Judicial building in Oxford, England

The Oxford Combined Court Centre is a Crown Court venue, which deals with criminal cases, as well as a County Court venue, which deals with civil cases, in St Aldate's, Oxford, England.

==History==
The building was commissioned by the then Sir William Morris (later created Viscount Nuffield) as a showroom for his motor vehicle manufacturing company, Morris Motors, which had been established in 1912. Morris initially displayed his new vehicles in an existing property at 36–37 Queen Street, but, in the early 1930s, he decided to erect a purpose-built showroom; the site he selected on the west side of St Aldate's had been occupied by a row of terraced houses.

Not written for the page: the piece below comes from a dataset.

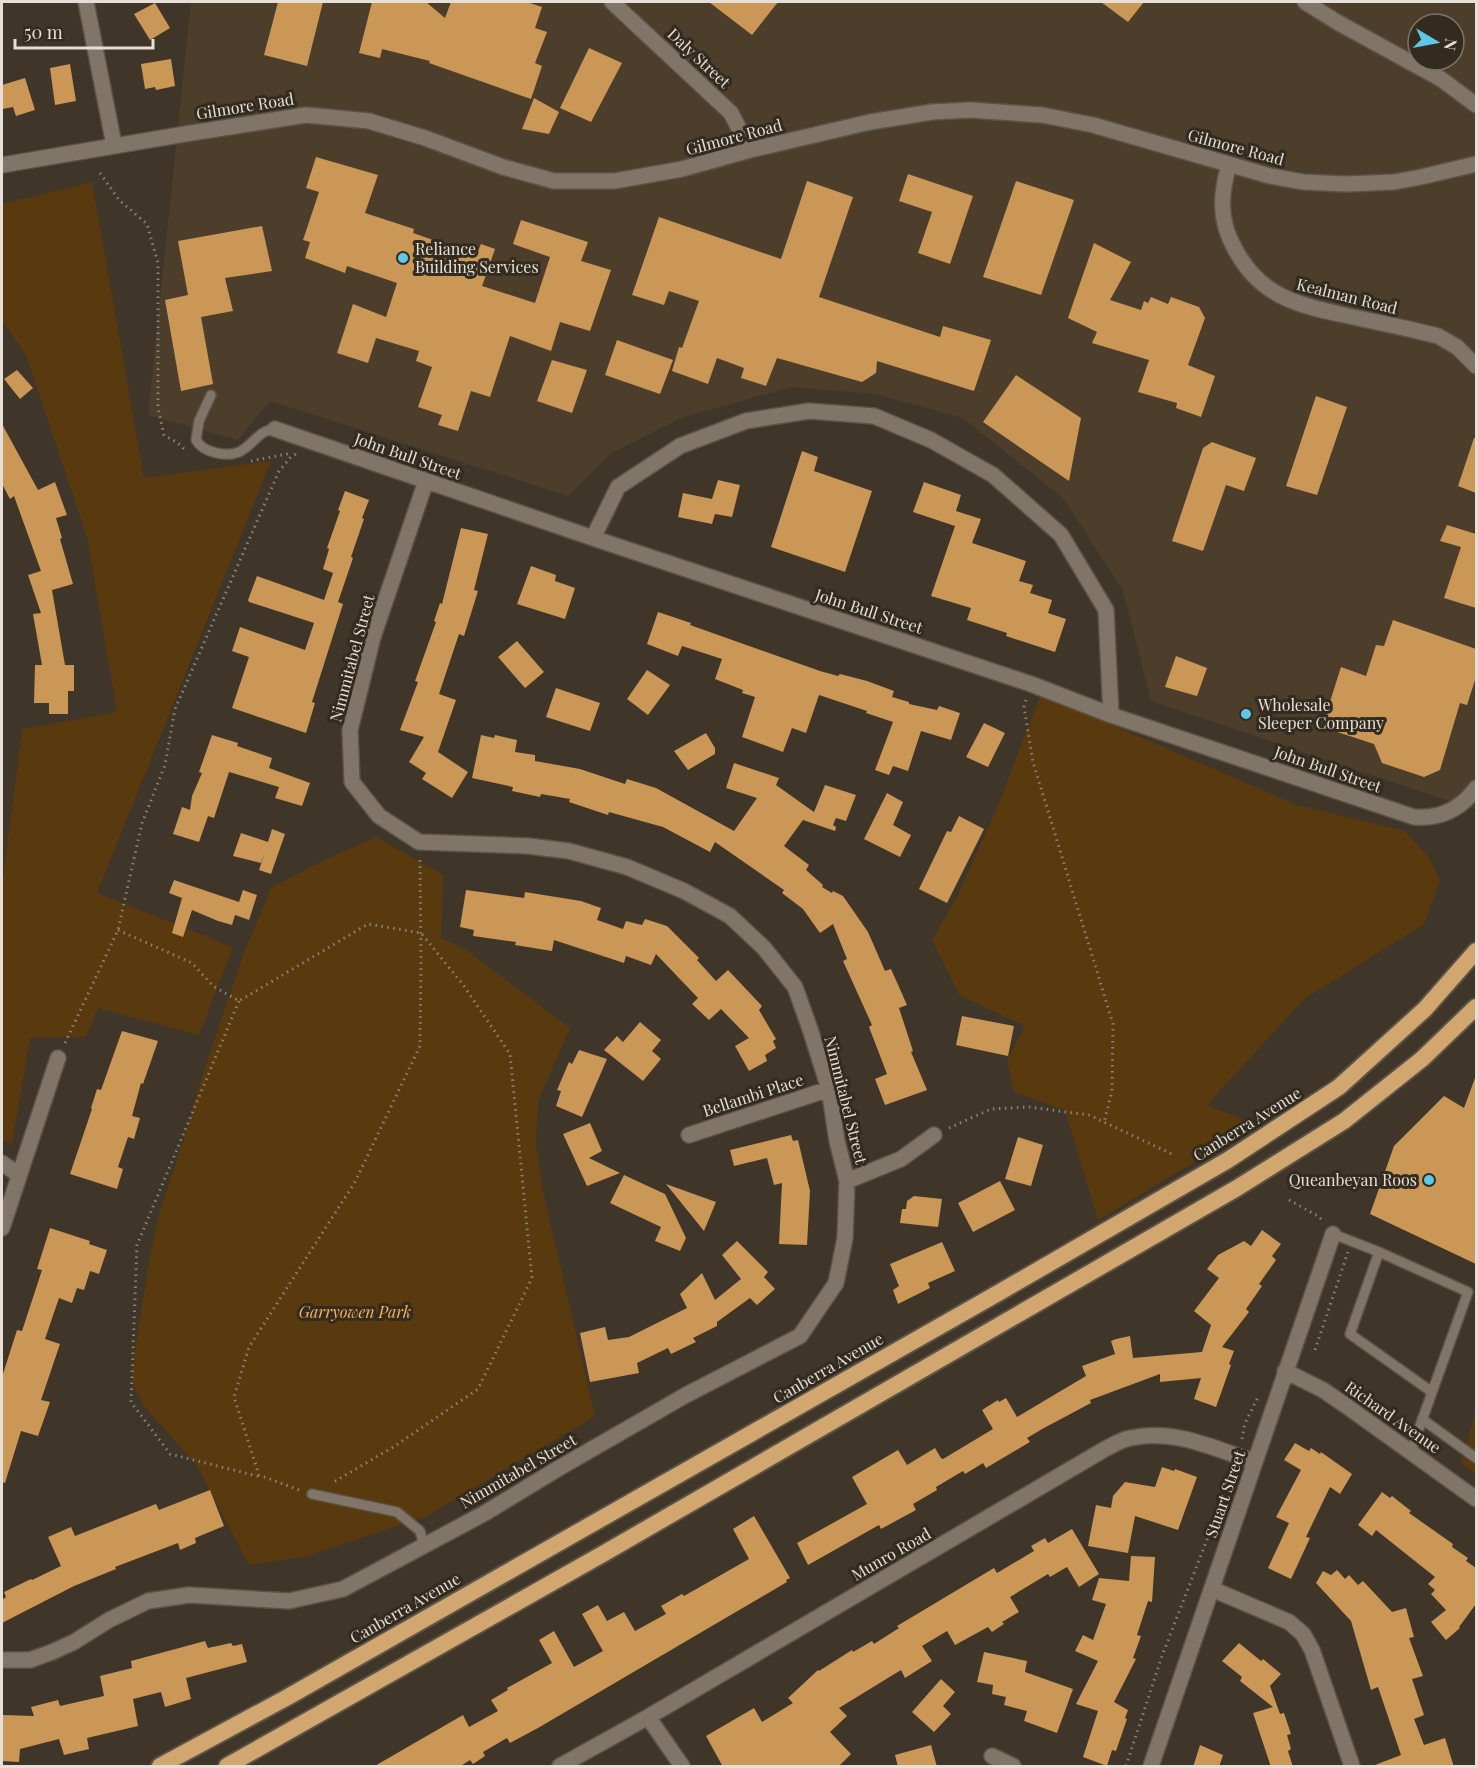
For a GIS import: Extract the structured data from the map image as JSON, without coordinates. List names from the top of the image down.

The new showroom was designed by Henry Smith in the neoclassical style, built in yellow ashlar stone and was completed in 1932. The design involved a symmetrical main frontage of nine bays facing onto St Aldate's with the end pays projected forward as pavilions. The central bay featured, on the ground floor, an opening with three doorways and, spanning the first and second floors, a tall aedicula, formed by two vertically-stacked oriel windows flanked by Ionic order columns and piers supporting an entablature. The wings, which featured a curved section which swept round to meet the end bays at ground floor level, were fenestrated by sash windows on the first and second floors. The end bays, which were only two storeys high, were fenestrated in a similar style. Internally, the principal room was a large display area.

After British Leyland decided to focus on the Austin brand, the showroom was closed and the building was acquired by the Lord Chancellor's Department, which converted it into a courthouse at a cost of £5.2 million, to a design by the Property Services Agency. The crown court and the county court, which had previously been accommodated in the Town Hall and the old County Hall, moved into the former showroom after it had been officially re-opened by the Lord Chancellor, Lord Hailsham, on 4 October 1985. Internally, the building was laid out to accommodate nine courtrooms.

Notable cases have included the trial and conviction, in December 1995, of Gordon Wardell for the murder of his wife, Carol Wardell. They have also included the second trial, in May 1996, of Sara Thornton, and her acquittal for murder but conviction for manslaughter, in connection with the death of her violent and alcoholic husband: she was released from custody as a result of time already served. They was also the trial and conviction, in April 2006, of the nurse, Benjamin Geen, for the murder of two patients and acts of grievous bodily harm against 15 others.